Most of us have a “type” when it comes to romantic relationships
Researchers at the University of Toronto studied more than 300 adult men and women for over a nine year period, during which time people entered and exited various relationships. What the researchers did was survey each participant and their partners about their personalities, and then they looked to see whether people tended to choose partners with certain traits over and over.
What they found was that people did indeed have a tendency to choose partners with similar traits. However, some people seemed to be less consistent than others in partner selection. For example, people who were highly extraverted (meaning they are outgoing and social) were less likely to choose similar partners, perhaps because they have the opportunity to meet a wider range of people.
To learn more about this study, as well as what research says about whether we also have a physical “type” when it comes to relationships, check out the full report I wrote over at The Kinsey Institute Research Blog.
How does having a sexual rival change men’s sexual behavior?
Let’s say a man is having sex with a woman who is in a relationship with another man. What is the sex like in this situation, where the guy knows he has a sexual rival? A recent study suggests that both men and women say that the sex is more satisfying in these encounters than it is in cases where there is no sexual rival. In fact, regardless of gender, people say that it’s easier to orgasm and that their orgasms are longer-lasting and more intense.
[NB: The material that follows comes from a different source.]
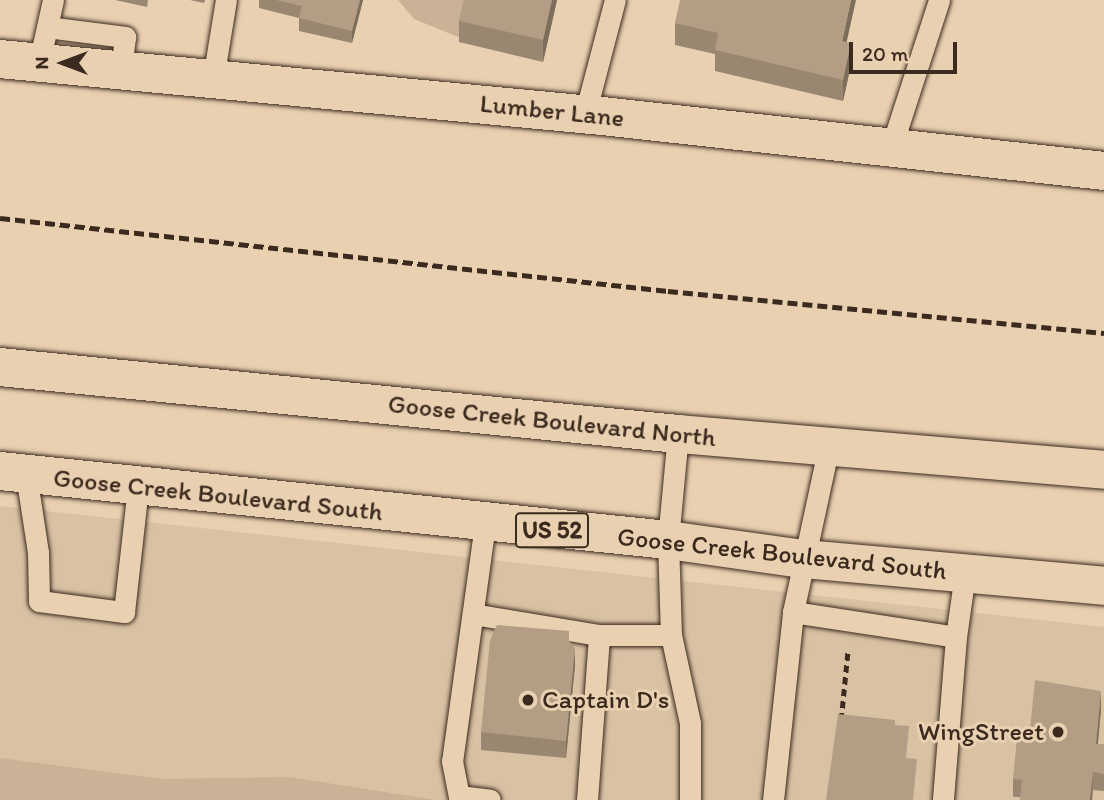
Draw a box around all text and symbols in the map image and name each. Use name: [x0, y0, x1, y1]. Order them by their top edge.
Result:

Why is that? In part, it’s likely due to changes in the sex itself—men report thrusting faster and more vigorously in these situations. However, it could also be the taboo nature of the situation that heightens the sexual thrills. Some scientists also believe that there might be an evolutionary explanation that accounts for this. To learn more about this research and the various theories, check out this article I wrote on The Kinsey Institute Research Blog.
Interview with the sex researcher: Dr. Kristen Mark
What is a day in the life of a sex researcher like? I spoke to Dr. Kristen Mark to find out—and, as you’ll see in this interview I conducted with her for The Kinsey Institute, she’s pretty busy! Kristen is an associate professor at the University of Kentucky, where she studies a range of topics on human sexuality, including women’s sexual health, sexual desire, sexual satisfaction, and sexuality education. In her spare time, she writes articles on the science of sex for the popular media, participates in television interviews, and helps to shape sex education policy in her local area. Also, while holding down her academic job, she completed a counseling degree to become a sex and couple’s therapist! If anyone does it all, it’s Kristen!
Read the full transcript of our interview here, where we discuss her professional journey, what she’s working on in the lab right now, and what she sees as the biggest myths and misconceptions about sex.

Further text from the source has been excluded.